In 1933 Dr. Brohier was promoted as Superintendent of Surveys. It was also 1933 that the then Agriculture Minister D.S. Senanayake commissioned Dr. Brohier to write The Ancient Irrigation Works of Ceylon. This monumental work has today become the “bible” of hydrology in Sri Lanka. Dr. Brohier finished Part I in three months. In 1934 he completed Part II and Part III and these were published in 1935. An amazing scholarly and literary feat indeed when considering that he also executed his normal official duties during this period.

1938/1946 saw Dr. Brohier becoming the first Sri Lankan to act as Assistant Surveyor General. 1946/1950 saw him being confirmed in this position - another first for a Sri Lankan. In 1947 and 1949 he acted for the Deputy Surveyor General. He took early retirement from the Survey Department in 1950 at request of the Hon. D.S. Senanayake to become a member of the Galoya Development Board. He subsequently was appointed its Chairman.
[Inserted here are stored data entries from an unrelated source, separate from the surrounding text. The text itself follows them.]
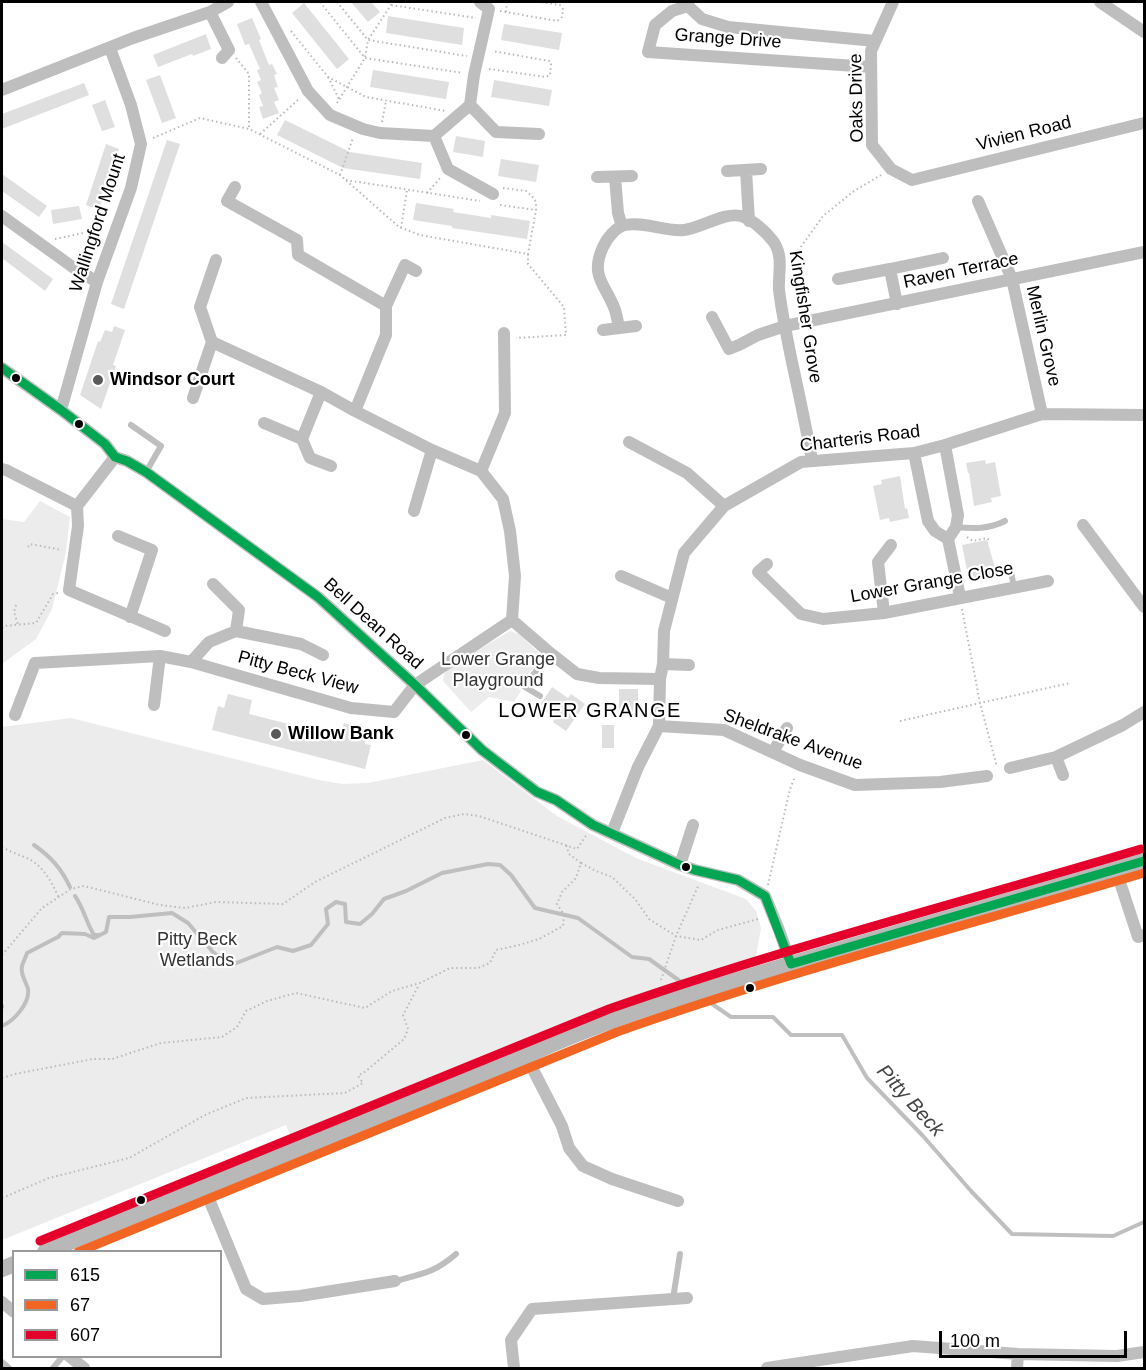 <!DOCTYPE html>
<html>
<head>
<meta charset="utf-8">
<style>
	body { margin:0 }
	#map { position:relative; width:1146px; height:1370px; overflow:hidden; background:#fff; font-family:Helvetica,sans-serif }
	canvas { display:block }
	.frame { position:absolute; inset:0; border:3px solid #000; pointer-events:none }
	.legend { position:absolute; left:12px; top:1250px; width:210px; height:108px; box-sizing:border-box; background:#fff; border:2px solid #999; margin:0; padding:8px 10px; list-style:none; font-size:18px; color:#000 }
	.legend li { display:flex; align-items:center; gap:12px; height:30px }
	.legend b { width:30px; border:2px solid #999 }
	.scale { position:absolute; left:939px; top:1331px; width:188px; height:27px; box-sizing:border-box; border:3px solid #000; border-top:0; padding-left:8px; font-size:18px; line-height:21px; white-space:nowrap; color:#000; -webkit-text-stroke:4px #fff; paint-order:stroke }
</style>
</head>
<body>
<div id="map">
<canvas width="1146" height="1370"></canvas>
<div class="frame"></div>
<ul class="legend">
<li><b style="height:8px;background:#00a651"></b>615</li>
<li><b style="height:8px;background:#f26522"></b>67</li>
<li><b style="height:8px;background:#e4002b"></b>607</li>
</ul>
<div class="scale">100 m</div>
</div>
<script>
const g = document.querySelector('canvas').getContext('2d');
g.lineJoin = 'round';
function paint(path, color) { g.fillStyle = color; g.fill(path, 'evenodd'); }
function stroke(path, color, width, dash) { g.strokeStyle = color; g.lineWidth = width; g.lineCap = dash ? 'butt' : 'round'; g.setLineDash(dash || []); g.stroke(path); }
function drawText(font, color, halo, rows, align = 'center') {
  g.font = font + ' Helvetica,sans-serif'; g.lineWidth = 4.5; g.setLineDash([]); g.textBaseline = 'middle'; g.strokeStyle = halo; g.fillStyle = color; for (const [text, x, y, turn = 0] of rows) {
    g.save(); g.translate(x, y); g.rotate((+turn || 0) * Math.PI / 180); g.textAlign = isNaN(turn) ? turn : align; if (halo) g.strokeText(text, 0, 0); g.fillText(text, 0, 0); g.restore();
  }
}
const green = new Path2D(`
	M 40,501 L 70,517 L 66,552 L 52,609 L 36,639 L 2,664 L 2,519 L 24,522 Z
	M 510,631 L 519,634 L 542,656 L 518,688 L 521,691 L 514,702 L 489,697 L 471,712 L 443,681 L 444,674 L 450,667 Z
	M 71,718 L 319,780 L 342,784 L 368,783 L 483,760 L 557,816 L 636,858 L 746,899 L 756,911 L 761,928 L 755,962 L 591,1019 L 292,1140 L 286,1125 L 2,1240 L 2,727 Z`);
const stream = new Path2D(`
	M 34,845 C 51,857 61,868 70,887
	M 75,896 C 84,909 86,922 94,935 L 98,935
	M 702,997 L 731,1017 L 773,1017 L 791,1035 L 842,1035 L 867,1078 L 923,1136 L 971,1191 L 1012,1234 L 1113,1236 L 1144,1222
	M 2,1006 L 2,1007
	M 2,1026 C 14,1021 30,1003 28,989 C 26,981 20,975 22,966 C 23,962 26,957 27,953 L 58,937 L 62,933 L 85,934 L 94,938 L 106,932 L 109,917 L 130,917 L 172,913 L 188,923 L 213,952 L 224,961 L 234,964 L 277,947 L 293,951 L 311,945 L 328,924 L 326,909 L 336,902 L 345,904 L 346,922 L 360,924 L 372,914 L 384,899 L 406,891 L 442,873 L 488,864 L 500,865 L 511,875 L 535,908 L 578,918 L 632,957 L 649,959 L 691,989`);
const building = new Path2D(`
	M 351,2 L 371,2 L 380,12 L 368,22 Z
	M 304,3 L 349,59 L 337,69 L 292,13 Z
	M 388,16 L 464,28 L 462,45 L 386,33 Z
	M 252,18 L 261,39 L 259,40 L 269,65 L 272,64 L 277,74 L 274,75 L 278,87 L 274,88 L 279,100 L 274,102 L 279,113 L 263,119 L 259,107 L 263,106 L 259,95 L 262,93 L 257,82 L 261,80 L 257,70 L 260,69 L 249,44 L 245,45 L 237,24 Z
	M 504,24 L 562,33 L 559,50 L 501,40 Z
	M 206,34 L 211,49 L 193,56 L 192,54 L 158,67 L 153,55 Z
	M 373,70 L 449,82 L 446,99 L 370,87 Z
	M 160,75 L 176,118 L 162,123 L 146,80 Z
	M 494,80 L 552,90 L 549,106 L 491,97 Z
	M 84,83 L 89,95 L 2,129 L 2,114 Z
	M 105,100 L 115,127 L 102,131 L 92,105 Z
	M 285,120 L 350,152 L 422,163 L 420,179 L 343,168 L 277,135 Z
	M 456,136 L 485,141 L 483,157 L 453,152 Z
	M 167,140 L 180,144 L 124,309 L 111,304 Z
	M 106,144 L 119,149 L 99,210 L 86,205 Z
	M 501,159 L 539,165 L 536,182 L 498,176 Z
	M 2,174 L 47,206 L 39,217 L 2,191 Z
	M 416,203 L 454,209 L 453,212 L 491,218 L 491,215 L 530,221 L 527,239 L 452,228 L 452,226 L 413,220 Z
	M 79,206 L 82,219 L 53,224 L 51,210 Z
	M 2,242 L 53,279 L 45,291 L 2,258 Z
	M 114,326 L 125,330 L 113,365 L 116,366 L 101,409 L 80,395 L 98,341 L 100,342 L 105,330 L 112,332 Z
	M 985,460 L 986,464 L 995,462 L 1001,496 L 991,498 L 992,502 L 974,506 L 969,473 L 968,473 L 966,463 Z
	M 900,476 L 905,509 L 907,508 L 909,518 L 890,522 L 889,518 L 880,520 L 873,486 L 882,484 L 881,480 Z
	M 987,540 L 995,568 L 992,568 L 994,575 L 969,580 L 962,545 Z
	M 552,687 L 568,698 L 571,694 L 585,704 L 566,731 L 553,722 L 555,718 L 538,706 L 544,699 Z
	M 619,689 L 638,689 L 638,712 L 619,712 Z
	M 228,694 L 252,700 L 249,714 L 340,737 L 344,723 L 368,730 L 365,744 L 371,745 L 365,769 L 212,730 L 218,706 L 224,708 Z
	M 602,725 L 614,725 L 614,748 L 602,748 Z`);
const path = new Path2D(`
	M 320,2 L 365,58 L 463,73
	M 337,2 L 368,40 L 467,56
	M 388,2 L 391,5 L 476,18
	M 500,11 L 557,21 L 562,17 L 563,9 L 560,5 L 540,2
	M 506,12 L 507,2
	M 291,31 L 328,77 L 366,97 L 446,111
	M 236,58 L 249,74 L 249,129
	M 489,69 L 546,77 L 550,75 L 551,64 L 550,61 L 492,51
	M 328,77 L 339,99
	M 337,103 L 365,58 L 368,40 L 391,5 L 392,2
	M 382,122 L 386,101
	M 260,134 L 298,100
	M 153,138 L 200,118 L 249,129 L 340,175 L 399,227 L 420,235 L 528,254 L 528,264 L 564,307 L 566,335 L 516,338
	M 340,175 L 353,138
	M 346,180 L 480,201
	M 503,188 L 526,191 L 532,196 L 536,202 L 536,210 L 528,254
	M 427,193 L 441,177
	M 500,205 L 536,210
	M 401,228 L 407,190
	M 55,239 L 102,229
	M 791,256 L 798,251 L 823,216 L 854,191 L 881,175
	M 967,537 L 973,541 L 987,538 L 989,540
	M 28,547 L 30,544 L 62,550
	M 16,605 L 14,612 L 18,625
	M 962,609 L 980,703 L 997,767
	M 2,628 L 4,626 L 36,623 L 53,594 L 58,593
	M 900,721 L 1070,683
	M 2,847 C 10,852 20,855 29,859 C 44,867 52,883 59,898
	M 581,863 L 596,871 L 612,877 L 635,899 L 649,919 L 676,936 L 701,940 L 718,930 L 758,919
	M 768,885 L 790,789 L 795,777
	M 2,955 L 42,908 L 71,889 L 84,886 L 160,905 L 185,908 L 216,902 L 283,904 L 315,882 L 445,818 L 464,814 L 479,816 L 577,849 L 587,834
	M 661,980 L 676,936 L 699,884
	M 2,1078 L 15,1074 L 93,1059 L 112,1059 L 161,1043 L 222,1037 L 237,1027 L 246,1011 L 267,1001 L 296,993 L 365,1008 L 392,991 L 420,983 L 450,968 L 478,968 L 490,963 L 496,950 L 519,945 L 539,939 L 563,926 L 564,915 L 557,904 L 562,892 L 576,878 L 581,863 L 569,854 L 566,845
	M 2,1198 L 49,1178 L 129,1158 L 205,1115 L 246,1098 L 345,1093 L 363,1083 L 358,1076 L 366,1071 L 404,1039 L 408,1029 L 403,1015 L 419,985`);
const lane = new Path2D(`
	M 131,425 L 161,446 L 146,472
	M 956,527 C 974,529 989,529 1005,521
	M 1011,572 L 1014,587
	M 540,696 L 525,687 L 549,652
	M 395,1281 C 422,1274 434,1273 456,1254
	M 673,1299 L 680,1254
	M 2,1362 L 9,1368
	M 53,1368 L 63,1356`);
const street = new Path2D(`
	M 261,2 L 308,91 L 330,115 L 363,129 L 380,133 L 434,136 L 470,105 L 474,75 L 489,9 L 480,2
	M 686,2 L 688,6 L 702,19 L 728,27 L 875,41
	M 893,2 L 871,51 L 872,145 L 891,169 L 912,180 L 1144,123
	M 1100,2 L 1144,32
	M 688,6 L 672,11 L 655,25 L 648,52 L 871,67
	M 210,12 L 229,50 L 222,58
	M 2,90 L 133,38 L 210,12 L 228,2
	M 470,105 L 496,132 L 539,134
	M 434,136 L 448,169 L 493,194
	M 746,170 L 749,221
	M 727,171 L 761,169
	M 597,177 L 632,176
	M 615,177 L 618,213 L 622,226
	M 235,187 L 227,201 L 297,240 L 298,255 L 386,306
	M 978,201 L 1012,279 L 1042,414
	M 2,216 L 74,268 L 97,282
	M 838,279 L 890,269
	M 897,304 L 890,269 L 943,258
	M 712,317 L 729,349 L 739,345 L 758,335 L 785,326 L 1144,252
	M 619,328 C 618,323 617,316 615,310 C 607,286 589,277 603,247 C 607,238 616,227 625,225 C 645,221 664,232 684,230 C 701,228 724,212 741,216 C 752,219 766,232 773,241 C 784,256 778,273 779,290 C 782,314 787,338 792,362 C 799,394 806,427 812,460
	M 603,330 L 636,326
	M 2,368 L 61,410 L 105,444 L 115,457 L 127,461 L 146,472 L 318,597 L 415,685 L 482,750 L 537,792 L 556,800 L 593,825 L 680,865 L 695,870 L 738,880 L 765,896 L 779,930 L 791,964
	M 321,392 L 302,439 L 310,458 L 331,466
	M 193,398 L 212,342
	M 61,410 L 97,282 L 131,188 L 141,144 L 131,105 L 110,48
	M 355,411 L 386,335 L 386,306 L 405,265 L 416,271
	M 264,423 L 302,439
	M 629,442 L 687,473 L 724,506
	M 945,445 L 958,515 L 956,527 L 948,539 L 960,597
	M 914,453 L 928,521 L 935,531 L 948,539
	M 2,469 L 6,470 L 77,506
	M 481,471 L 505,413 L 504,333
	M 77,506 L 78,526 L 69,590 L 165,631
	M 77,506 L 115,457
	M 414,511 L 432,450
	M 1083,525 L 1144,607
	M 118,536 L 152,550 L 130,617
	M 767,564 L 758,572 L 801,614 L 823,619 L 884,613 L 1048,581
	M 621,576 L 672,598
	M 884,613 L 878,562 L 891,545
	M 512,620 L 549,652 L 577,674 L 599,678 L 660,679
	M 236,631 L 301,644 L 323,655
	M 191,662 L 209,642 L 236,631 L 239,610 L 213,584
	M 663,664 L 689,665
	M 154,705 L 160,656
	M 15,715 L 35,663 L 160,656 L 191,662 L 351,708 L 394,712 L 415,685 L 512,620 L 515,576 L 510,531 L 503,499 L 481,471 L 432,450 L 355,411 L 321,392 L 212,342 L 200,307 L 216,260
	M 659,726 L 724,730 L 800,765 L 855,785 L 940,782 L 987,776
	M 773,752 L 787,728
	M 1056,757 L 1063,775
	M 1010,768 L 1056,757 L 1123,725 L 1144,712
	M 612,833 L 638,767 L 659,726 L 660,679 L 663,664 L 664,631 L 684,553 L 724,506 L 801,462 L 914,453 L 945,445 L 1042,414 L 1144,415
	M 680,865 L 693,825
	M 1116,870 L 1138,937 L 1144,935
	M 526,1056 L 562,1126 L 569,1148 L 583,1166 L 612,1179 L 678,1201
	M 204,1187 L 246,1289 L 263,1299 L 300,1296 L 395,1281
	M 2,1302 L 14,1312
	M 69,1356 L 84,1368
	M 514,1368 L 511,1340 L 532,1309 L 687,1298
	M 767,1368 L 913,1346 L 1018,1354 L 1117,1356 L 1144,1352
	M 1017,1368 L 1018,1354`);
const secondary = new Path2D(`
	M 45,1252 L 526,1056 C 602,1020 682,997 761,973 C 888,934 1017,899 1144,861
	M 2,1269 L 14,1264`);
const bus1 = new Path2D(`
	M 2,368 L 61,410 L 105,444 L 115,457 L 127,461 L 146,472 L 318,597 L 415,685 L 482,750 L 537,792 L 556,800 L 593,825 L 680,865 L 695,870 L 738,880 L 765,896 L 791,964 L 1144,861`);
const bus2 = new Path2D(`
	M 78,1252 L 617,1032 C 790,971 969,925 1144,873`);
const bus3 = new Path2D(`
	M 40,1241 L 609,1009 C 784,948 963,902 1141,849`);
const markers = [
	[16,378,5,"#000"],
	[98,380,6,"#595959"],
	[79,424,5,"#000"],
	[276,734,6,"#595959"],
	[466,735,5,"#000"],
	[686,867,5,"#000"],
	[750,988,5,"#000"],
	[141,1200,5,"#000"]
];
const streetNames = [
	["Grange Drive",728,39,4],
	["Oaks Drive",857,98,-91],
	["Vivien Road",1024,134,-14],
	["Wallingford Mount",98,223,-72],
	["Raven Terrace",961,271,-12],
	["Kingfisher Grove",805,317,81],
	["Merlin Grove",1043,336,77],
	["Charteris Road",860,439,-7],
	["Lower Grange Close",932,583,-10],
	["Bell Dean Road",373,624,42],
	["Pitty Beck View",298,673,15],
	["Sheldrake Avenue",793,740,20]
];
const poiNames = [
	["Windsor Court",110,380],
	["Willow Bank",288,734]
];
const parkNames = [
	["Lower Grange",498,660],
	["Playground",498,681],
	["Pitty Beck",197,940],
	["Wetlands",197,961]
];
const neighbourhoodNames = [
	["LOWER GRANGE",590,711]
];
const waterNames = [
	["Pitty Beck",910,1101,48]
];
paint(green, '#ececec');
stroke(stream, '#bfbfbf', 4);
paint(building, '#dfdfdf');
stroke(path, '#b9b9b9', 2, [1.5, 3]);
stroke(lane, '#bebebe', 6);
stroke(street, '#bebebe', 12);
stroke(secondary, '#b8b8b8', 16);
stroke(bus1, '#00a651', 9);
stroke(bus2, '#f26522', 9);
stroke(bus3, '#e4002b', 9);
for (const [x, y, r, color] of markers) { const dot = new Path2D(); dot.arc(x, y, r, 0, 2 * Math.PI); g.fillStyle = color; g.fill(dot); stroke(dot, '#fff', 2); }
drawText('18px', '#000', '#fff', streetNames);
drawText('bold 18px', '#000', '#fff', poiNames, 'left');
drawText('18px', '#333', '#fff', parkNames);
g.letterSpacing = '1.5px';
drawText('20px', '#000', '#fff', neighbourhoodNames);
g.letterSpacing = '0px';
drawText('italic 20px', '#444', '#fff', waterNames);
</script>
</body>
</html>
Dr. Brohier also served as Secretary to the First Delimitation Commission of 1946. He was the first Chairman of the Eastern Paper Mills Corporation (1955 - 1958). In 1959 Dr. Brohier chaired the special Committee on the Antiquities of Ceylon. He served as a member of the Salaries Commission (1958 - 62). Dr. Brohier was a member of the Board of Regents of the Vidyalankara University. He also served on several Panels of Wages Boards, Industrial Courts and was a member of the Public Services Commission.

Dr. Richard Leslie Brohier commenced his prolific writing career in 1924.

He was the Editor of the Dutch Burgher Union Journal for 19 years. His contributions to learned journals are far too numerous to be detailed. There are also a number of reports of Commissions and Committees on which he served and was associated with. His writings also covered papers presented to numerous fora on scientific and technical subjects. He also lectured on these subjects as well as on social and cultural matters.

He broadcast on Radio Ceylon frequently giving talks and presenting feature documentaries.

He continued writing almost to the end of his life.

This illustrious son of Lanka held high office in several institutions. The Royal Asiatic Society President, Ceylon Engineering Association President (now Institution of Engineers), Ceylon Geographical Association President, Ceylon Survey Institute President and Dutch Burgher Union President.

Being one of the foremost authorities on the Dutch Period in Sri Lanka Dr. Brohier was invited to be an Advisory Member on a Special Committee appointed by the Tourist Board to set up a Dutch Period Museum in Colombo. Dr. Brohier has the distinction of being the only person to be made an Honourary Member of the Netherlands Alumni Association of Sri Lanka.

Dr. R.L. Brohier received the OBE in 1947 and was awarded the degree of D. Litt. Honoris Causa of the University of Ceylon in 1963.

In 1971 Dr. Brohier became the eighth recipient of the Royal Asiatic Society’s Gold Medal. In 1931 he was elected a fellow of the Royal Geographic society and 1947 saw him elected as a Fellow of the Institute of Chartered Surveyors.

Dr. R.L. Brohier’s prolific writings are too numerous to enumerate here. The three volume The Ancient Irrigation Works of Sri Lanka (1934 - 1938) remains the standard authority for hydrology even today.

Two other very popular books are Seeing Ceylon and Discovering Ceylon : The Golden Plains which records his work on a 1923 Topographic Survey of ancient coastal habitations between Puttalam and Manner and Changing Face of Colombo were published posthumously by his daughter Deloraine.

His book on the Dutch Reformed Church on Wolvendhal Hill - (currently of print) is being revised by Deloraine and a Dutchmen Christian von Krimpen and will be published shortly.

On the February 14, 1980 Richard Leslie Brohier passed away at the age of 87. He will be loved and remembered not only by his family and by all who have benefitted so greatly from his work and writings. We, Sri Lankans as a nation owe Dr. Brohier a tremendous debt for revealing so much of Sri Lanka’s glorious past.

The writer is greatly indebted to Deloraine Brohier for all her assistance in the compilation of this article.